=== Work request ===
Reproduce the listing that follows character for character, excluding its pictures.

=== Extracted records ===

※

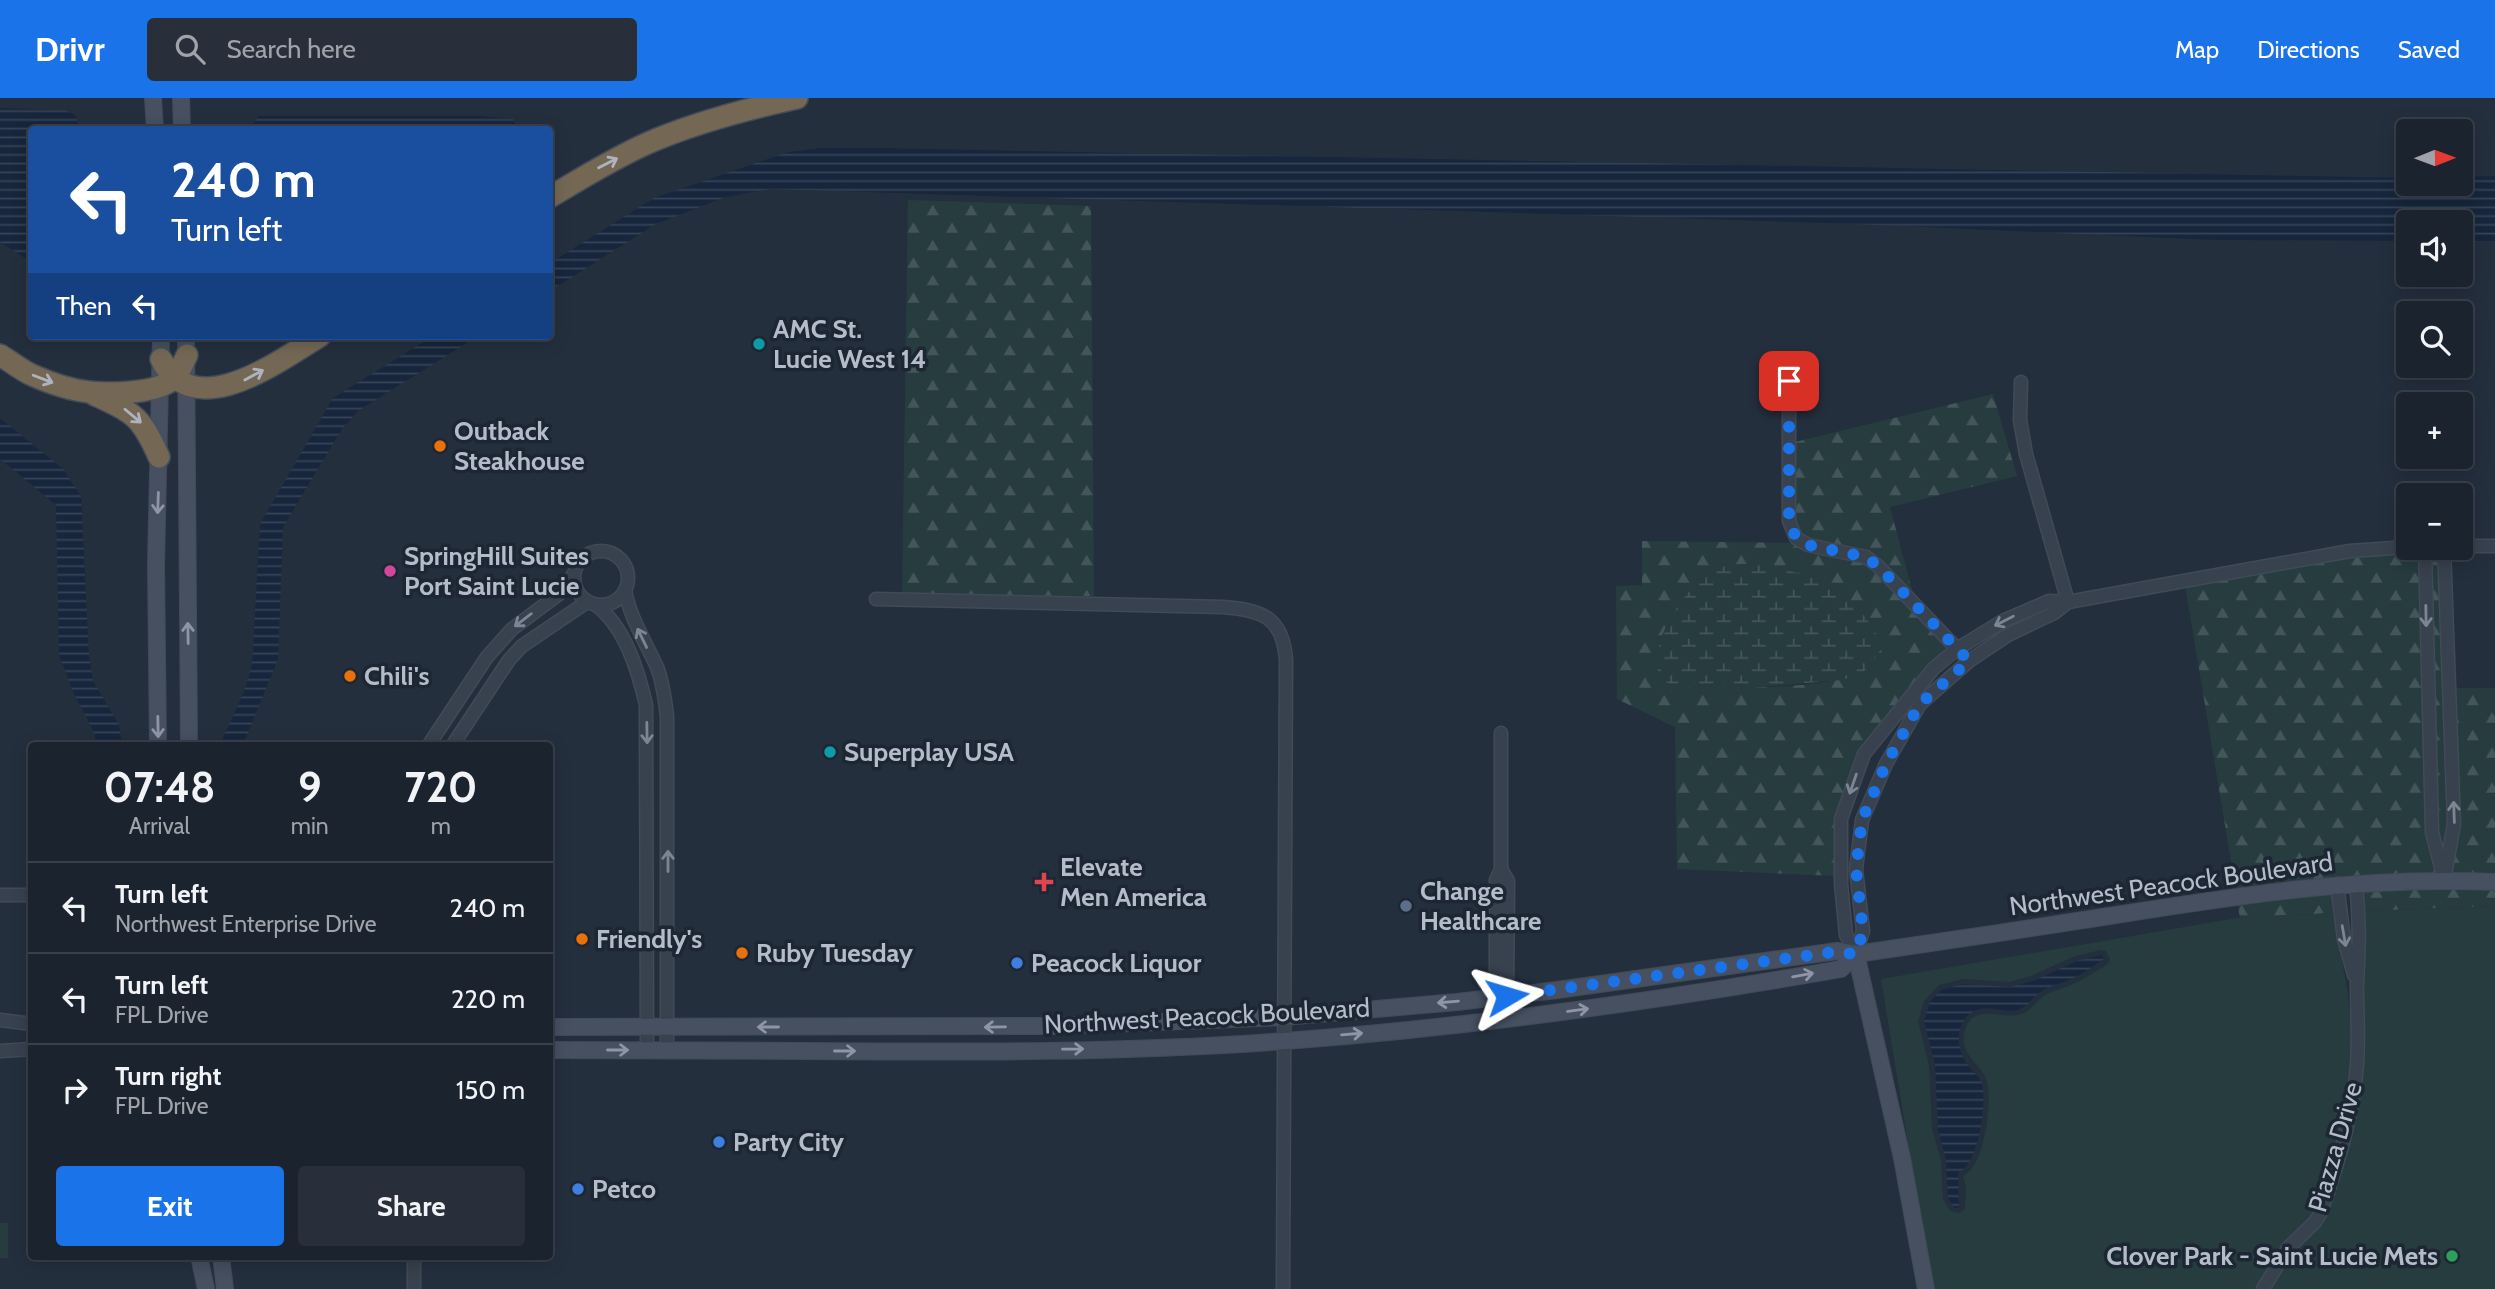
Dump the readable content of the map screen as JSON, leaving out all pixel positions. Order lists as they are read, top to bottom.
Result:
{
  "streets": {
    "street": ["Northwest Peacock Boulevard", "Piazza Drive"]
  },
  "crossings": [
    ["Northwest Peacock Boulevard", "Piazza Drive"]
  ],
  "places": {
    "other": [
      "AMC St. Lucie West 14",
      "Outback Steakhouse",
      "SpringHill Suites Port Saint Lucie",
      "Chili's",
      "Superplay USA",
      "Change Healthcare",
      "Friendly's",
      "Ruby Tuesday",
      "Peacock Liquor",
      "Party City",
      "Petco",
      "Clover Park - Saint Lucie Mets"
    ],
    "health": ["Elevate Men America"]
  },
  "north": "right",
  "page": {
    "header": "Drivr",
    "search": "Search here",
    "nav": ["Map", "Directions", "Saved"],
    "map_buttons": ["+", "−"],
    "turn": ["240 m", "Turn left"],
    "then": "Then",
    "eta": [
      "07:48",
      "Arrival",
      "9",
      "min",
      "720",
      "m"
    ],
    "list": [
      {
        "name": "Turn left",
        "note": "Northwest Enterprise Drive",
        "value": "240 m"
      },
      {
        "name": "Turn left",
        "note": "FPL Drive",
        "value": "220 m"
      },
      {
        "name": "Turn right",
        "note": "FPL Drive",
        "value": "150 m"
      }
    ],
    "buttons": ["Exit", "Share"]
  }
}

※

=== Expected answer ===
Dump the readable content of the map screen as JSON, leaving out all pixel positions. Order lists as they are read, top to bottom.
Result:
{
  "streets": {
    "street": ["Northwest Peacock Boulevard", "Piazza Drive"]
  },
  "crossings": [
    ["Northwest Peacock Boulevard", "Piazza Drive"]
  ],
  "places": {
    "other": [
      "AMC St. Lucie West 14",
      "Outback Steakhouse",
      "SpringHill Suites Port Saint Lucie",
      "Chili's",
      "Superplay USA",
      "Change Healthcare",
      "Friendly's",
      "Ruby Tuesday",
      "Peacock Liquor",
      "Party City",
      "Petco",
      "Clover Park - Saint Lucie Mets"
    ],
    "health": ["Elevate Men America"]
  },
  "north": "right",
  "page": {
    "header": "Drivr",
    "search": "Search here",
    "nav": ["Map", "Directions", "Saved"],
    "map_buttons": ["+", "−"],
    "turn": ["240 m", "Turn left"],
    "then": "Then",
    "eta": [
      "07:48",
      "Arrival",
      "9",
      "min",
      "720",
      "m"
    ],
    "list": [
      {
        "name": "Turn left",
        "note": "Northwest Enterprise Drive",
        "value": "240 m"
      },
      {
        "name": "Turn left",
        "note": "FPL Drive",
        "value": "220 m"
      },
      {
        "name": "Turn right",
        "note": "FPL Drive",
        "value": "150 m"
      }
    ],
    "buttons": ["Exit", "Share"]
  }
}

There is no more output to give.